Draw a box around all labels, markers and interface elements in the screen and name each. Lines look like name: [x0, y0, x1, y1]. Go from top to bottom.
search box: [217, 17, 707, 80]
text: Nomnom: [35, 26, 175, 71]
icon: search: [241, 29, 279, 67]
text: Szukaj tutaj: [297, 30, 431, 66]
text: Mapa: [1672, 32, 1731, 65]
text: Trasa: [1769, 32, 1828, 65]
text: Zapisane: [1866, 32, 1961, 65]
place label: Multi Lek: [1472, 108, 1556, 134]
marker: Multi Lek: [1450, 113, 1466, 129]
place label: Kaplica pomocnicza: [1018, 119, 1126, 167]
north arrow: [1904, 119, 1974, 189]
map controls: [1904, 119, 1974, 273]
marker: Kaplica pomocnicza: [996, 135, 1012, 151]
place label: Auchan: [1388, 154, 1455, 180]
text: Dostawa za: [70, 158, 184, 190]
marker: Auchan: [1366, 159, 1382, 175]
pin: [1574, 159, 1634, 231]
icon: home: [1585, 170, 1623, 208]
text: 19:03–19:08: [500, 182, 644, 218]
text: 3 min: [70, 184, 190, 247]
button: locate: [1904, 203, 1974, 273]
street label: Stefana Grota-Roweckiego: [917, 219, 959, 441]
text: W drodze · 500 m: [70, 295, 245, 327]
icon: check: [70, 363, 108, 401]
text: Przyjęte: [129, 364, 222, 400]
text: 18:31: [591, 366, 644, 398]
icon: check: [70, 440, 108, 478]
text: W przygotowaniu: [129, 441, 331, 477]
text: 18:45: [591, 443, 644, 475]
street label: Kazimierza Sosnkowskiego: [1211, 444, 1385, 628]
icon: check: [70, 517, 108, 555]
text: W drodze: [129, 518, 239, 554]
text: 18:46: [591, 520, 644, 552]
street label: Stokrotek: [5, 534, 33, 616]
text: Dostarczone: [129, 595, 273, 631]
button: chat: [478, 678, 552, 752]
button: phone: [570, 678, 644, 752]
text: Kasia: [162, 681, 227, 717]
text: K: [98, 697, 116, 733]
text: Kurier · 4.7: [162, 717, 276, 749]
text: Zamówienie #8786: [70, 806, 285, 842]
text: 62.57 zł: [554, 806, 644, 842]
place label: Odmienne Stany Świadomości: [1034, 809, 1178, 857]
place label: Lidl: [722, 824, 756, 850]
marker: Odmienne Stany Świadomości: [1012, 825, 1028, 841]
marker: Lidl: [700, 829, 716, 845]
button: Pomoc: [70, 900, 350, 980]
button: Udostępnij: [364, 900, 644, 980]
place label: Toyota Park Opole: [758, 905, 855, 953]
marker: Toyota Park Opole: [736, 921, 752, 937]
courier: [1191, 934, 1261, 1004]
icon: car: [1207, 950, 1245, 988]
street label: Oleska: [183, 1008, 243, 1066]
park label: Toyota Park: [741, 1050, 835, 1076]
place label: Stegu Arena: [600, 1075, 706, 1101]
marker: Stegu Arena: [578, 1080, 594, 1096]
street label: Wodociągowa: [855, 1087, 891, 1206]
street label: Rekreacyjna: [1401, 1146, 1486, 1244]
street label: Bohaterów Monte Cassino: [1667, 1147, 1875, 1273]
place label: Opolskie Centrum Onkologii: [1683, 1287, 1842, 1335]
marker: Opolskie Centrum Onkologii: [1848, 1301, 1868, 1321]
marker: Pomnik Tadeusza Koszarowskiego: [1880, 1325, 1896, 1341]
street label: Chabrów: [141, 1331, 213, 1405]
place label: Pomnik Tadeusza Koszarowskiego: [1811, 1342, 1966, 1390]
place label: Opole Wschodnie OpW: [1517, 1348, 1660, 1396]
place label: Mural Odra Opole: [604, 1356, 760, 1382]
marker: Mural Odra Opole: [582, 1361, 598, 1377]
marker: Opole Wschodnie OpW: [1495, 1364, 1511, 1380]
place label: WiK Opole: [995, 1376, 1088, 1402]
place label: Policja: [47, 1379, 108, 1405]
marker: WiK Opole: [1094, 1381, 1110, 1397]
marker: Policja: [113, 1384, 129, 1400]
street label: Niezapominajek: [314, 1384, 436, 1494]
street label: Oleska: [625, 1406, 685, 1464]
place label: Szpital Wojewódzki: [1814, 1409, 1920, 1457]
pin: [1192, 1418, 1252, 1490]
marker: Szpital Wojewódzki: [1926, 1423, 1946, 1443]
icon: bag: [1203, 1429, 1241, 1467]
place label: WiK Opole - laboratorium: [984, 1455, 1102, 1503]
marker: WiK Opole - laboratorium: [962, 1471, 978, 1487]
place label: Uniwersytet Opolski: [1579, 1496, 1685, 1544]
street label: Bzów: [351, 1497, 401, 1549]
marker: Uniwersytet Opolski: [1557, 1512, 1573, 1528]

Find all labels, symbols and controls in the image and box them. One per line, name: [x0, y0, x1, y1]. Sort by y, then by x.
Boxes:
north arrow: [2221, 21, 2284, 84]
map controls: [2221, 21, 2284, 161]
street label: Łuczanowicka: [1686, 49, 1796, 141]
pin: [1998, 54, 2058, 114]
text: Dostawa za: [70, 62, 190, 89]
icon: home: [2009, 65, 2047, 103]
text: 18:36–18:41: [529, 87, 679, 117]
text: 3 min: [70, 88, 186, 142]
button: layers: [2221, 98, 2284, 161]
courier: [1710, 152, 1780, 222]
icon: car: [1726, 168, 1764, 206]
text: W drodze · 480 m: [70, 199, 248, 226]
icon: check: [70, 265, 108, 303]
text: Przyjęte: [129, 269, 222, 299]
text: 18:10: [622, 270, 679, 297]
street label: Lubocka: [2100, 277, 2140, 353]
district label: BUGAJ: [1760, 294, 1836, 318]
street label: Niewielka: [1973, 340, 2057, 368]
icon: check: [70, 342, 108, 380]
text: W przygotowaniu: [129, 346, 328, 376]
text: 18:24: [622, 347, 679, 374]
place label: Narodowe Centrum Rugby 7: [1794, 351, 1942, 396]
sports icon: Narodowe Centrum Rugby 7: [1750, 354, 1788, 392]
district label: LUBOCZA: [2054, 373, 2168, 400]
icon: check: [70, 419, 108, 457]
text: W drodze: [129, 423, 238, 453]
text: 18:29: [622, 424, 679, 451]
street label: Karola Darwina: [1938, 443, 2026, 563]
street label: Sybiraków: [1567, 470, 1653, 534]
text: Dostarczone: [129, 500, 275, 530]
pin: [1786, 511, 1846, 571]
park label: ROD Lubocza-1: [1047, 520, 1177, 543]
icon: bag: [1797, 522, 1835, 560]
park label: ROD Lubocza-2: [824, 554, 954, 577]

> _EXERCISE DESCRIPTION_: All lines in the material are to be returned exactly.

> _RESPONSE TO THIS TASK_:
Draw a box around all labels, markers and interface elements in the screen and name each. Lines look like name: [x0, y0, x1, y1]. Go from top to bottom.
search box: [217, 17, 707, 80]
text: Nomnom: [35, 26, 175, 71]
icon: search: [241, 29, 279, 67]
text: Szukaj tutaj: [297, 30, 431, 66]
text: Mapa: [1672, 32, 1731, 65]
text: Trasa: [1769, 32, 1828, 65]
text: Zapisane: [1866, 32, 1961, 65]
place label: Multi Lek: [1472, 108, 1556, 134]
marker: Multi Lek: [1450, 113, 1466, 129]
place label: Kaplica pomocnicza: [1018, 119, 1126, 167]
north arrow: [1904, 119, 1974, 189]
map controls: [1904, 119, 1974, 273]
marker: Kaplica pomocnicza: [996, 135, 1012, 151]
place label: Auchan: [1388, 154, 1455, 180]
text: Dostawa za: [70, 158, 184, 190]
marker: Auchan: [1366, 159, 1382, 175]
pin: [1574, 159, 1634, 231]
icon: home: [1585, 170, 1623, 208]
text: 19:03–19:08: [500, 182, 644, 218]
text: 3 min: [70, 184, 190, 247]
button: locate: [1904, 203, 1974, 273]
street label: Stefana Grota-Roweckiego: [917, 219, 959, 441]
text: W drodze · 500 m: [70, 295, 245, 327]
icon: check: [70, 363, 108, 401]
text: Przyjęte: [129, 364, 222, 400]
text: 18:31: [591, 366, 644, 398]
icon: check: [70, 440, 108, 478]
text: W przygotowaniu: [129, 441, 331, 477]
text: 18:45: [591, 443, 644, 475]
street label: Kazimierza Sosnkowskiego: [1211, 444, 1385, 628]
icon: check: [70, 517, 108, 555]
text: W drodze: [129, 518, 239, 554]
text: 18:46: [591, 520, 644, 552]
street label: Stokrotek: [5, 534, 33, 616]
text: Dostarczone: [129, 595, 273, 631]
button: chat: [478, 678, 552, 752]
button: phone: [570, 678, 644, 752]
text: Kasia: [162, 681, 227, 717]
text: K: [98, 697, 116, 733]
text: Kurier · 4.7: [162, 717, 276, 749]
text: Zamówienie #8786: [70, 806, 285, 842]
text: 62.57 zł: [554, 806, 644, 842]
place label: Odmienne Stany Świadomości: [1034, 809, 1178, 857]
place label: Lidl: [722, 824, 756, 850]
marker: Odmienne Stany Świadomości: [1012, 825, 1028, 841]
marker: Lidl: [700, 829, 716, 845]
button: Pomoc: [70, 900, 350, 980]
button: Udostępnij: [364, 900, 644, 980]
place label: Toyota Park Opole: [758, 905, 855, 953]
marker: Toyota Park Opole: [736, 921, 752, 937]
courier: [1191, 934, 1261, 1004]
icon: car: [1207, 950, 1245, 988]
street label: Oleska: [183, 1008, 243, 1066]
park label: Toyota Park: [741, 1050, 835, 1076]
place label: Stegu Arena: [600, 1075, 706, 1101]
marker: Stegu Arena: [578, 1080, 594, 1096]
street label: Wodociągowa: [855, 1087, 891, 1206]
street label: Rekreacyjna: [1401, 1146, 1486, 1244]
street label: Bohaterów Monte Cassino: [1667, 1147, 1875, 1273]
place label: Opolskie Centrum Onkologii: [1683, 1287, 1842, 1335]
marker: Opolskie Centrum Onkologii: [1848, 1301, 1868, 1321]
marker: Pomnik Tadeusza Koszarowskiego: [1880, 1325, 1896, 1341]
street label: Chabrów: [141, 1331, 213, 1405]
place label: Pomnik Tadeusza Koszarowskiego: [1811, 1342, 1966, 1390]
place label: Opole Wschodnie OpW: [1517, 1348, 1660, 1396]
place label: Mural Odra Opole: [604, 1356, 760, 1382]
marker: Mural Odra Opole: [582, 1361, 598, 1377]
marker: Opole Wschodnie OpW: [1495, 1364, 1511, 1380]
place label: WiK Opole: [995, 1376, 1088, 1402]
place label: Policja: [47, 1379, 108, 1405]
marker: WiK Opole: [1094, 1381, 1110, 1397]
marker: Policja: [113, 1384, 129, 1400]
street label: Niezapominajek: [314, 1384, 436, 1494]
street label: Oleska: [625, 1406, 685, 1464]
place label: Szpital Wojewódzki: [1814, 1409, 1920, 1457]
pin: [1192, 1418, 1252, 1490]
marker: Szpital Wojewódzki: [1926, 1423, 1946, 1443]
icon: bag: [1203, 1429, 1241, 1467]
place label: WiK Opole - laboratorium: [984, 1455, 1102, 1503]
marker: WiK Opole - laboratorium: [962, 1471, 978, 1487]
place label: Uniwersytet Opolski: [1579, 1496, 1685, 1544]
street label: Bzów: [351, 1497, 401, 1549]
marker: Uniwersytet Opolski: [1557, 1512, 1573, 1528]

Find all labels, symbols and controls in the image and box them. One per line, name: [x0, y0, x1, y1]. Sort by y, then by x.
Boxes:
north arrow: [2221, 21, 2284, 84]
map controls: [2221, 21, 2284, 161]
street label: Łuczanowicka: [1686, 49, 1796, 141]
pin: [1998, 54, 2058, 114]
text: Dostawa za: [70, 62, 190, 89]
icon: home: [2009, 65, 2047, 103]
text: 18:36–18:41: [529, 87, 679, 117]
text: 3 min: [70, 88, 186, 142]
button: layers: [2221, 98, 2284, 161]
courier: [1710, 152, 1780, 222]
icon: car: [1726, 168, 1764, 206]
text: W drodze · 480 m: [70, 199, 248, 226]
icon: check: [70, 265, 108, 303]
text: Przyjęte: [129, 269, 222, 299]
text: 18:10: [622, 270, 679, 297]
street label: Lubocka: [2100, 277, 2140, 353]
district label: BUGAJ: [1760, 294, 1836, 318]
street label: Niewielka: [1973, 340, 2057, 368]
icon: check: [70, 342, 108, 380]
text: W przygotowaniu: [129, 346, 328, 376]
text: 18:24: [622, 347, 679, 374]
place label: Narodowe Centrum Rugby 7: [1794, 351, 1942, 396]
sports icon: Narodowe Centrum Rugby 7: [1750, 354, 1788, 392]
district label: LUBOCZA: [2054, 373, 2168, 400]
icon: check: [70, 419, 108, 457]
text: W drodze: [129, 423, 238, 453]
text: 18:29: [622, 424, 679, 451]
street label: Karola Darwina: [1938, 443, 2026, 563]
street label: Sybiraków: [1567, 470, 1653, 534]
text: Dostarczone: [129, 500, 275, 530]
pin: [1786, 511, 1846, 571]
park label: ROD Lubocza-1: [1047, 520, 1177, 543]
icon: bag: [1797, 522, 1835, 560]
park label: ROD Lubocza-2: [824, 554, 954, 577]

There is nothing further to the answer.